LA CONQUISTA (E LE NUOVE SFIDE)
La prima traversata dell’Ice Fall e della Valle del Silenzio è stata incredibile, difficile da esprimere a parole. Ma questo è solo un frammento delle mille emozioni che ci hanno abbracciato in quei giorni. E quando la fase di acclimatamento si è conclusa siamo scesi di quota per recuperare energie e programmare la partenza per la vetta. Ci siamo goduti ogni momento di questa esperienza. Il 5 maggio il fixing team è partito per attrezzare la cima. La preparazione fisica necessaria per raggiungere la vetta è notevole, ma anche allenare la concentrazione è fondamentale. Pensavamo di provare a salire qualche giorno dopo, e così è stato: il 9 maggio inizia il primo ufficiale tentativo di vetta. Arrivati al campo 1 abbiamo scelto di continuare per il campo 2, dove siamo arrivati stanchissimi (dopo 12 ore) ma in buone condizioni. Stavolta però il meteo complica le cose. Freddo e vento ci bloccano in tenda per un giorno. L’11 maggio arriveremo al campo 3, il giorno dopo al campo 4. E alle 19.30 (ora locale) cominciamo a salire.

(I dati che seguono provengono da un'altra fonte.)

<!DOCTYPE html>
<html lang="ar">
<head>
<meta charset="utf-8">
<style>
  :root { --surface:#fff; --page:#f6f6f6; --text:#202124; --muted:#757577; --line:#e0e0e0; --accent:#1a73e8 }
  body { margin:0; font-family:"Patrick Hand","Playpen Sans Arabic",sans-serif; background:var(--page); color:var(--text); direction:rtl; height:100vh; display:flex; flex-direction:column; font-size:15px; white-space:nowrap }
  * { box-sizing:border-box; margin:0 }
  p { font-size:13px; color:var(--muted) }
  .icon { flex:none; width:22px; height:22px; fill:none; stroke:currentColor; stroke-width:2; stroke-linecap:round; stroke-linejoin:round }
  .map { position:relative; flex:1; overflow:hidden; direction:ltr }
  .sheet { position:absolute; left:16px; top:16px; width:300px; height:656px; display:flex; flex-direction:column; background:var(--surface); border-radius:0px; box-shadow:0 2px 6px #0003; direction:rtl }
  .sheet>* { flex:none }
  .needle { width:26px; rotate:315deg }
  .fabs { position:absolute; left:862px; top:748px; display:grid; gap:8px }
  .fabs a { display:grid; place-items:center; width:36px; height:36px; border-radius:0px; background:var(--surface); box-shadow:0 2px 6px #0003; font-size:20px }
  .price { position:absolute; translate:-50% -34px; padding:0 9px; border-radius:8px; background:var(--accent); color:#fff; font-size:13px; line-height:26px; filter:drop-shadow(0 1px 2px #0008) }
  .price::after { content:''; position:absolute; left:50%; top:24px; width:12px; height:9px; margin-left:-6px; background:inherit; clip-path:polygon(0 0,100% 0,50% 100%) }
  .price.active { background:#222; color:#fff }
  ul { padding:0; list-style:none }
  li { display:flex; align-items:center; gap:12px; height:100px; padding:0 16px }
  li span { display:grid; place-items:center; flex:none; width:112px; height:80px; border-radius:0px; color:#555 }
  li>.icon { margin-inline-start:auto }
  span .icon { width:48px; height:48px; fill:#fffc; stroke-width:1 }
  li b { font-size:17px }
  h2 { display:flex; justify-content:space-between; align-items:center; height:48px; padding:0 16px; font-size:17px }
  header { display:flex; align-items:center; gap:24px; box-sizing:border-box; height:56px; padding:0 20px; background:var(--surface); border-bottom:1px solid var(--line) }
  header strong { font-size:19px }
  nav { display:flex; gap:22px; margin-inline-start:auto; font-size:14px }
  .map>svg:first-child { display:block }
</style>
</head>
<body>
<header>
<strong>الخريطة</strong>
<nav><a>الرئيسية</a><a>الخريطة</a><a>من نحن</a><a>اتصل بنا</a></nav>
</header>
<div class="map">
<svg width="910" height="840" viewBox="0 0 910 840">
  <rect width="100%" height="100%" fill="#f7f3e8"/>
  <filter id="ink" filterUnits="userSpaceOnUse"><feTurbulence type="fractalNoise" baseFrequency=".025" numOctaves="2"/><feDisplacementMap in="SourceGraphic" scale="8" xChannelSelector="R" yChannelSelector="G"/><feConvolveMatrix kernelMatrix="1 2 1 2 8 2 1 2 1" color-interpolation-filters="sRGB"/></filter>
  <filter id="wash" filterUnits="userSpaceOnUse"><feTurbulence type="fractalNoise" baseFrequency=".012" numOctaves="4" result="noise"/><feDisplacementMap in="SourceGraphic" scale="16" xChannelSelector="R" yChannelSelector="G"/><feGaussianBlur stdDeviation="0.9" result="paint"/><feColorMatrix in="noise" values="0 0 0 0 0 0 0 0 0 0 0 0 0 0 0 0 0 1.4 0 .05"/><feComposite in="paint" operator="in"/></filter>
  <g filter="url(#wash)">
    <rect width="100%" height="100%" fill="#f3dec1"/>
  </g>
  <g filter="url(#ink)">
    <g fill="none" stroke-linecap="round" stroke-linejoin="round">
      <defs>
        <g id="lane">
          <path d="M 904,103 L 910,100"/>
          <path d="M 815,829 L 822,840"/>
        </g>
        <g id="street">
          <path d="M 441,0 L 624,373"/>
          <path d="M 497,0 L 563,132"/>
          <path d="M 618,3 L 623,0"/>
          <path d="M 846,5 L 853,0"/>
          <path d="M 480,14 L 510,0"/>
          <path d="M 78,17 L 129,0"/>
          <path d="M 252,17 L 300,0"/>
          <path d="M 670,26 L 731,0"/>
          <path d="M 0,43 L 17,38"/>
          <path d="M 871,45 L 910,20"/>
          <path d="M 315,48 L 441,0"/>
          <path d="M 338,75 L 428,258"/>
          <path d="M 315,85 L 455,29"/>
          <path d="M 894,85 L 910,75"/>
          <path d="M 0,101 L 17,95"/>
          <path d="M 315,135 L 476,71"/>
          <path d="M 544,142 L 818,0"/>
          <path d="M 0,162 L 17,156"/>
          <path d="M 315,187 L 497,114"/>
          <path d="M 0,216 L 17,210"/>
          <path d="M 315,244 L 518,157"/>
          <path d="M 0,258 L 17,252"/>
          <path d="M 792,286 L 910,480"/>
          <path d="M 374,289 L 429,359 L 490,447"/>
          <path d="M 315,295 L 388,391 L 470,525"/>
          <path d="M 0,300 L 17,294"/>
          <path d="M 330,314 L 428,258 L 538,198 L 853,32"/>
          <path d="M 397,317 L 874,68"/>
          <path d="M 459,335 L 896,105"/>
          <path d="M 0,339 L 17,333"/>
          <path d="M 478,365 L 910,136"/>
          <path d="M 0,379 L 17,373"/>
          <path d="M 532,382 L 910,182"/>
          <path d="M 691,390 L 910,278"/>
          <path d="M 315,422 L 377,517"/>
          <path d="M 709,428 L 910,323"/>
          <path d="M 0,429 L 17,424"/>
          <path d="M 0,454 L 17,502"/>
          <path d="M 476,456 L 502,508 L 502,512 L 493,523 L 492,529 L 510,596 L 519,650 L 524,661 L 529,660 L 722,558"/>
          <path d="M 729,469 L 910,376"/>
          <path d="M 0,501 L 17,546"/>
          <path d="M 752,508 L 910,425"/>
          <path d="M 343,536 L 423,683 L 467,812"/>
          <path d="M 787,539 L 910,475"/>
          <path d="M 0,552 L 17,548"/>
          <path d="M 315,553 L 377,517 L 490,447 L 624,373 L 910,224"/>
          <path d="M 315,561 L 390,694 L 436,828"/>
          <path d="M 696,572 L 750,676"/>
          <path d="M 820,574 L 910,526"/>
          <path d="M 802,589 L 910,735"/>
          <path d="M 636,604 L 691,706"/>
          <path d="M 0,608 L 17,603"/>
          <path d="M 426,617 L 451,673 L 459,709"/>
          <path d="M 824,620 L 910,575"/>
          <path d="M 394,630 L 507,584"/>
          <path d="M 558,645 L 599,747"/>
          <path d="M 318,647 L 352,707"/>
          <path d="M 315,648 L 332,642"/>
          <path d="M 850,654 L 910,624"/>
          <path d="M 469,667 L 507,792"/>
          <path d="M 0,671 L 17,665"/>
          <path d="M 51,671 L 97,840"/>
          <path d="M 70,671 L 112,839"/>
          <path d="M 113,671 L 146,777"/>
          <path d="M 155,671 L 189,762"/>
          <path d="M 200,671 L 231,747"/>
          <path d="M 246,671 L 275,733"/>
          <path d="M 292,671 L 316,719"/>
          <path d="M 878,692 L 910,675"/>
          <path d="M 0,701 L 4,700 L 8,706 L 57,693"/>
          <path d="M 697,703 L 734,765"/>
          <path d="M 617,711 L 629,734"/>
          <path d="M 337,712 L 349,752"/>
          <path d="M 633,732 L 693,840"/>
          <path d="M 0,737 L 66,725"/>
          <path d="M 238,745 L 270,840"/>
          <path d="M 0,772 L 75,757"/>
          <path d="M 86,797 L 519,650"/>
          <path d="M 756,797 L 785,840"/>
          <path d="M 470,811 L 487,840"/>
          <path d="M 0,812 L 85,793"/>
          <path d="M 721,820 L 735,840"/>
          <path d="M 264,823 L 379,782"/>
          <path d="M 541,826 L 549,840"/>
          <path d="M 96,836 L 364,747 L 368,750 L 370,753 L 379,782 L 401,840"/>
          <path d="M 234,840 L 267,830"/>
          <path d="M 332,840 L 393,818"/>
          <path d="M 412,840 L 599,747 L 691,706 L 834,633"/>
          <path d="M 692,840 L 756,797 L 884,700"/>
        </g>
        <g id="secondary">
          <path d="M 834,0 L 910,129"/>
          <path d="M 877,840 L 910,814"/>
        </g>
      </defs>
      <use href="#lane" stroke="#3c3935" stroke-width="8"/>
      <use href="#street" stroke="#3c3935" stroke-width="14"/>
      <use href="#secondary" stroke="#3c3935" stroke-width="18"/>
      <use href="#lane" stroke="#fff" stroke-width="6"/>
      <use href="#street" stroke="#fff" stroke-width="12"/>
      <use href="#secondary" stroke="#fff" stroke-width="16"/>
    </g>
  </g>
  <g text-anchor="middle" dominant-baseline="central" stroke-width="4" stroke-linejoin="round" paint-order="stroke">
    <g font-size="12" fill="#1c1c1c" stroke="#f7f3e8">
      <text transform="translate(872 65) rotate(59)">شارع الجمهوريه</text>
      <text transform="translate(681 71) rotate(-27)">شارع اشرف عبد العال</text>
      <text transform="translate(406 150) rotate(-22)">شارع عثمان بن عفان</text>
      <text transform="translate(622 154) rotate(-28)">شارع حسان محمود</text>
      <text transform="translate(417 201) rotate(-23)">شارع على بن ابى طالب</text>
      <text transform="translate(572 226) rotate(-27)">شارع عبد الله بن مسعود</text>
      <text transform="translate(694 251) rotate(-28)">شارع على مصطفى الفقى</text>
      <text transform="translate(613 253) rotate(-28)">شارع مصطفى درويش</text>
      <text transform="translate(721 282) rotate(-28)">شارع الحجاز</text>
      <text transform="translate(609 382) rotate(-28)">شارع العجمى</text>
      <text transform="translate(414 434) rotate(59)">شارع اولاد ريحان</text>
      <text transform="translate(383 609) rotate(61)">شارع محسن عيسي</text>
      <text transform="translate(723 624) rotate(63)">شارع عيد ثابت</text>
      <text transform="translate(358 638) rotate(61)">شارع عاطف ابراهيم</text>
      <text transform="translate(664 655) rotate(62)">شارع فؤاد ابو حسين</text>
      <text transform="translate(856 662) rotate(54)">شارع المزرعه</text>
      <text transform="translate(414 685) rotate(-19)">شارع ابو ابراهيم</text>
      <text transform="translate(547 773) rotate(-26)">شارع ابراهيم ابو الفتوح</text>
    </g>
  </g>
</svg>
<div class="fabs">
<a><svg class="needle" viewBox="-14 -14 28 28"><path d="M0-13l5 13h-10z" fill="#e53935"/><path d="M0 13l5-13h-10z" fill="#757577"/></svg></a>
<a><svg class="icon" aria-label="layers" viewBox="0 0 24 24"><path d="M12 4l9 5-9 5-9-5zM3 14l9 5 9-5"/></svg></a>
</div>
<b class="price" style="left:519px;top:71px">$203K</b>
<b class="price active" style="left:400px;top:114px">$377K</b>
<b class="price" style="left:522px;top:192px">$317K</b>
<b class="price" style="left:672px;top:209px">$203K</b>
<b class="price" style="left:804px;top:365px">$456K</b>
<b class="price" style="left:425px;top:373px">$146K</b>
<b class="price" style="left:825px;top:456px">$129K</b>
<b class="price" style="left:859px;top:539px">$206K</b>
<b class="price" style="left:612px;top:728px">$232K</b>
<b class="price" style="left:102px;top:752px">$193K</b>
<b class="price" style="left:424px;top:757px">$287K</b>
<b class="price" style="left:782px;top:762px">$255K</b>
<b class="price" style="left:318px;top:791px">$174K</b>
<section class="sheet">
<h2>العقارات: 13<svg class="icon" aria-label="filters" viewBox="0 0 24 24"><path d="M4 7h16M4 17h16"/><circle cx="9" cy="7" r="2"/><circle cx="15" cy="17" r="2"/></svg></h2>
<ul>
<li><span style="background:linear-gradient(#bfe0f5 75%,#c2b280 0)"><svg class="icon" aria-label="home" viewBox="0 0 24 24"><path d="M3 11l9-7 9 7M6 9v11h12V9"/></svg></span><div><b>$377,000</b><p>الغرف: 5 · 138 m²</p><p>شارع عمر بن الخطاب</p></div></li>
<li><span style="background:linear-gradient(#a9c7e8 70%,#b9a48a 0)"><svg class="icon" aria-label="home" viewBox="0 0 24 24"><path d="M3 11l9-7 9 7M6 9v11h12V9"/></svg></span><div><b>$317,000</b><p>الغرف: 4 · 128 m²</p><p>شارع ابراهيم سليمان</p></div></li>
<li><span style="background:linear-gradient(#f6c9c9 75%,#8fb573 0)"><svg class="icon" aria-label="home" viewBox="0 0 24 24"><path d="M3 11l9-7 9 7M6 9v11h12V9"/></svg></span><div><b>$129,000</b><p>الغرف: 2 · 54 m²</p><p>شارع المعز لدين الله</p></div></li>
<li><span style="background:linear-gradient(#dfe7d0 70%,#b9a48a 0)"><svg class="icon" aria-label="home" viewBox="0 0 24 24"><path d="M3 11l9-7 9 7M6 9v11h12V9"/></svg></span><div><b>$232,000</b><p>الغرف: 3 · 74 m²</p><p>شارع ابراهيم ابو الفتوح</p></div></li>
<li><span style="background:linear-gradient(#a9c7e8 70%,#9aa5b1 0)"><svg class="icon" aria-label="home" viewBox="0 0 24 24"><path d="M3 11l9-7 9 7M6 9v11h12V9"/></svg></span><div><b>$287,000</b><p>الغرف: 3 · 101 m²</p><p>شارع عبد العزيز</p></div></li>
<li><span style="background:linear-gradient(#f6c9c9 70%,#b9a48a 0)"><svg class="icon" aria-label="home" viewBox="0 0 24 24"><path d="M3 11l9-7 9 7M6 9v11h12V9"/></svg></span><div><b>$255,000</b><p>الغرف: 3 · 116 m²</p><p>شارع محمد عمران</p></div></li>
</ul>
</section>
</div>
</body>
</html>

Gli 8849 m del tetto del mondo li conquisteremo all’alba del giorno dopo. Sì, ce l’ho fatta davvero. Anzi, ce l’abbiamo fatta. In molti mi hanno chiesto: “E ora che farai?”. Continuerò a scalare. Mentre leggerete queste pagine io sarò nel cuore dell’Africa per scalare il Monte Kenya (5199 m) e il Kilimangiaro (5895 m). L’avrete capito, ma l’obiettivo è quello scalare le Seven Summits, le montagne più alte di ciascun continente. Di ritorno dal Nepal gli amici mi hanno regalato un collage di cornici, e in due di esse c’erano le foto delle conquiste già avvenute: Monte Bianco ed Everest. Al mio ritorno dall’Africa aggiungerò anche la terza foto.